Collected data
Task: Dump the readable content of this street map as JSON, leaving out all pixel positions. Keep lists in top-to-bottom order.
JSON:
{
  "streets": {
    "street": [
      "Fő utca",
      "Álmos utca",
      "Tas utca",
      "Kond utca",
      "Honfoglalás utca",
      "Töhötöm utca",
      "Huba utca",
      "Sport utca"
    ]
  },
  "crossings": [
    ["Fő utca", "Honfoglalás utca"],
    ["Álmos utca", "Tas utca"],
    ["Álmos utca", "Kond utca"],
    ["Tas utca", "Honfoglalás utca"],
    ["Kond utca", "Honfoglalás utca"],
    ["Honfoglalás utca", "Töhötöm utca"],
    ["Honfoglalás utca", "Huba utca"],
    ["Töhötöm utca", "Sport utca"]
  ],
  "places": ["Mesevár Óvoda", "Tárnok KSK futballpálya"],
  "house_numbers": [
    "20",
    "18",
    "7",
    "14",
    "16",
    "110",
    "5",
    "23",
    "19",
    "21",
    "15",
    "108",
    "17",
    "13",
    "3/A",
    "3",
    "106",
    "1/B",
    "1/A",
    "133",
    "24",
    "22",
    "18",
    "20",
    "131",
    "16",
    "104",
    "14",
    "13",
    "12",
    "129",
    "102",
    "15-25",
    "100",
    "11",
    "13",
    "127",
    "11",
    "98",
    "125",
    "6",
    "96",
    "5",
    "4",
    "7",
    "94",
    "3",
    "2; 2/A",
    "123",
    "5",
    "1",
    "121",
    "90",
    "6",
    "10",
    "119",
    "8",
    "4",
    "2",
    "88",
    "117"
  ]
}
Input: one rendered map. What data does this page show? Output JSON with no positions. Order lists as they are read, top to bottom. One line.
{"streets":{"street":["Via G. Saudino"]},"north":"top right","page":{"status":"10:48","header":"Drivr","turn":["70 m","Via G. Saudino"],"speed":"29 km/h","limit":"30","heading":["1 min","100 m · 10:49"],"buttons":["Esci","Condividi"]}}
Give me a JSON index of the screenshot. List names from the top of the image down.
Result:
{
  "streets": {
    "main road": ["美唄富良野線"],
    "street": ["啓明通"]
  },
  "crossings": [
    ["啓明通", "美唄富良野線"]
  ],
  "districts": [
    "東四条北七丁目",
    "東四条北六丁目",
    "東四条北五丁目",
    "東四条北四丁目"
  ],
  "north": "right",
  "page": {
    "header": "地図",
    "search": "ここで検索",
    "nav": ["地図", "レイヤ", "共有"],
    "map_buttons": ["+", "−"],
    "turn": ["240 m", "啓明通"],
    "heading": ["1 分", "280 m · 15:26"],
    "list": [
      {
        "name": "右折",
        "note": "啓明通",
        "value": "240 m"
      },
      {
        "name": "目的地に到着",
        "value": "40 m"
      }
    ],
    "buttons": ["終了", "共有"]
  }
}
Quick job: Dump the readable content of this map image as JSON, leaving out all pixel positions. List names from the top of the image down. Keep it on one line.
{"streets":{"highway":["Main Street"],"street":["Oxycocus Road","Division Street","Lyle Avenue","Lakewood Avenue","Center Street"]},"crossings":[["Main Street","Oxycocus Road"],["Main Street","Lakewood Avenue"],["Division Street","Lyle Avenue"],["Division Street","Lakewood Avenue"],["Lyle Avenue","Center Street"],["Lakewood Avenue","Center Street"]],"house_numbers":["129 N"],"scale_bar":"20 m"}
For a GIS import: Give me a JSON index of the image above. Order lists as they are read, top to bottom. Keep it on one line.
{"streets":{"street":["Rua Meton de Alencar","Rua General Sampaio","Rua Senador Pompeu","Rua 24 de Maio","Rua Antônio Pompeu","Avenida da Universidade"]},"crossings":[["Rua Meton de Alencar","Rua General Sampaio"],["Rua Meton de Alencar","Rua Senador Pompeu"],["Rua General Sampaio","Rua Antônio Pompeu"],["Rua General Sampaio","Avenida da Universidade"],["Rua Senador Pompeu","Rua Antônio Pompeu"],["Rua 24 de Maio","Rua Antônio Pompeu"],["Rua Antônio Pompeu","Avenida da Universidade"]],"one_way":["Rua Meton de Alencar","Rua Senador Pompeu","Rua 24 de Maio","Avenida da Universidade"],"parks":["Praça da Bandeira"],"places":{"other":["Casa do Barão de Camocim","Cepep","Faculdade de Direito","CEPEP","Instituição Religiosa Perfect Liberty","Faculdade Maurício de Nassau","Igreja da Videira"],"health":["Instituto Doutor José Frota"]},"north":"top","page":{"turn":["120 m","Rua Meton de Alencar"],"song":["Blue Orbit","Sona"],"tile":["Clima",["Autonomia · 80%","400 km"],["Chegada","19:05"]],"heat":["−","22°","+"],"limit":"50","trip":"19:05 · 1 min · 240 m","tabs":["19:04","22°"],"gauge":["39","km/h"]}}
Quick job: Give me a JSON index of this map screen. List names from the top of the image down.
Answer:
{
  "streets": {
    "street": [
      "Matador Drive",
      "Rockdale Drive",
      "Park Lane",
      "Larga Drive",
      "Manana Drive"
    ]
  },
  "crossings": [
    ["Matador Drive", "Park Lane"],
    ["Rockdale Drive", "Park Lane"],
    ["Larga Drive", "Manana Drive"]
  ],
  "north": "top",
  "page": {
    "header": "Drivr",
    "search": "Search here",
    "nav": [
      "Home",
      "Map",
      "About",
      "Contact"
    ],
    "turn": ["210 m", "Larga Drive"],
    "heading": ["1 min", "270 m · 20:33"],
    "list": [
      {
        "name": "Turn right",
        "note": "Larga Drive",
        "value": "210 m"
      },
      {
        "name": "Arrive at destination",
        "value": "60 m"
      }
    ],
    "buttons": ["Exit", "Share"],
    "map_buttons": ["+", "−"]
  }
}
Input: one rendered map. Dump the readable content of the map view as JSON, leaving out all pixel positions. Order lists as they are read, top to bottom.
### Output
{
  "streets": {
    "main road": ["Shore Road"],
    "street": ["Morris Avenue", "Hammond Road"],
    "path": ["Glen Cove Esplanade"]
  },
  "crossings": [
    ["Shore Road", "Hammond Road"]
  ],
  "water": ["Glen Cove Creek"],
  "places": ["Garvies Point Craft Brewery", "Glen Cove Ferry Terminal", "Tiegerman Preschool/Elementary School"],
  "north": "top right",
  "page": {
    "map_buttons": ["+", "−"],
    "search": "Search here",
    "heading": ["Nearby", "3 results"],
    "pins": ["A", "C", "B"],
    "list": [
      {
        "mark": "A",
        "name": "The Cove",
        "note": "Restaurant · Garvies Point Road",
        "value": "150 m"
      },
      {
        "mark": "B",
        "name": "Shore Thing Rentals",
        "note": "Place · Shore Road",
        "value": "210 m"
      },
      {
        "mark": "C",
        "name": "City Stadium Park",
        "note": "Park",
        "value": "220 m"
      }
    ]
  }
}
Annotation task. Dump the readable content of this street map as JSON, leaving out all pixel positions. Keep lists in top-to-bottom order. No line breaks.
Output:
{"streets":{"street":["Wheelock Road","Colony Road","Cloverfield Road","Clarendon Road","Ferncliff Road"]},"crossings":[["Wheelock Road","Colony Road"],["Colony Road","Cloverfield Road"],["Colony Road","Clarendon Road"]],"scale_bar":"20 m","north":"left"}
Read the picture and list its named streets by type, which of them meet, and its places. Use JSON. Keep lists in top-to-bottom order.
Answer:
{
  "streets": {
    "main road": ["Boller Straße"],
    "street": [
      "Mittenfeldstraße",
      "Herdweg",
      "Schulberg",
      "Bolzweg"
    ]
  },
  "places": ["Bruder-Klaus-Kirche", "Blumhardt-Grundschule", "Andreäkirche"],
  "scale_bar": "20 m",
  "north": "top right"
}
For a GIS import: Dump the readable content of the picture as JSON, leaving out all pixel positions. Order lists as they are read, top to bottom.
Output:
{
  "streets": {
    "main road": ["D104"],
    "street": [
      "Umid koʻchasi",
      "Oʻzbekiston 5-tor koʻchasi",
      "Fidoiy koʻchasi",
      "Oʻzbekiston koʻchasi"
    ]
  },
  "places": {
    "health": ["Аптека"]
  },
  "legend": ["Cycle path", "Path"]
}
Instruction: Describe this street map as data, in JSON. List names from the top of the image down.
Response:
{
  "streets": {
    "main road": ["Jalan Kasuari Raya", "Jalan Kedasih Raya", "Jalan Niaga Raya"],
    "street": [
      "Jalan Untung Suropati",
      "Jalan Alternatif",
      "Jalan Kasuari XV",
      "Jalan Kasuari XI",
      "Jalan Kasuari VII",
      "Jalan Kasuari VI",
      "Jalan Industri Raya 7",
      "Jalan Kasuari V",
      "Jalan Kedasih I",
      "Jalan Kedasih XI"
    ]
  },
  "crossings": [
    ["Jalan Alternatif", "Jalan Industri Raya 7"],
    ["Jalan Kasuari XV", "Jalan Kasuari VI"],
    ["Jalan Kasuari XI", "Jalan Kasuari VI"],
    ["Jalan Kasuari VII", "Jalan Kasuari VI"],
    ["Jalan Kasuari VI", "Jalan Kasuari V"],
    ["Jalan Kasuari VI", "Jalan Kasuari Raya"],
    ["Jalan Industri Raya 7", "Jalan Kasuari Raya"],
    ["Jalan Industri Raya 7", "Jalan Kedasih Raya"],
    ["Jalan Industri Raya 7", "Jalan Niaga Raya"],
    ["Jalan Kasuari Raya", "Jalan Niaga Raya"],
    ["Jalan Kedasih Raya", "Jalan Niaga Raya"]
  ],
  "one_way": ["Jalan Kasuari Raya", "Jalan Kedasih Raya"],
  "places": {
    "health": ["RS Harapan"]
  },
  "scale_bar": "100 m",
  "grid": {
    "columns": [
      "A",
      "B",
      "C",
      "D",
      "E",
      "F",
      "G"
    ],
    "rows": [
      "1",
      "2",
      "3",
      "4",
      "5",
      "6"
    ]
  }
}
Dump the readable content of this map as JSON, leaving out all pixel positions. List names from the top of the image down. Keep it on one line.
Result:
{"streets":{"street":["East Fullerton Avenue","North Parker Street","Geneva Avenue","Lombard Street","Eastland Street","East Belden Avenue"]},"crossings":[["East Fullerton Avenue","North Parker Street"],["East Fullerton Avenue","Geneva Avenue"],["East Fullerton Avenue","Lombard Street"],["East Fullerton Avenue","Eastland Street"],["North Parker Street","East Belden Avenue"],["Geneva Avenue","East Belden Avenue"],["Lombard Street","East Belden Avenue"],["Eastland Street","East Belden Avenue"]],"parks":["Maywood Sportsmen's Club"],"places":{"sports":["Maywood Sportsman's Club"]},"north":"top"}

What this task involves =
Find the lines above that hold "picture", then copy each of them.

Task output =
Read the picture and list its named streets by type, which of them meet, and its places. Use JSON. Keep lists in top-to-bottom order.
For a GIS import: Dump the readable content of the picture as JSON, leaving out all pixel positions. Order lists as they are read, top to bottom.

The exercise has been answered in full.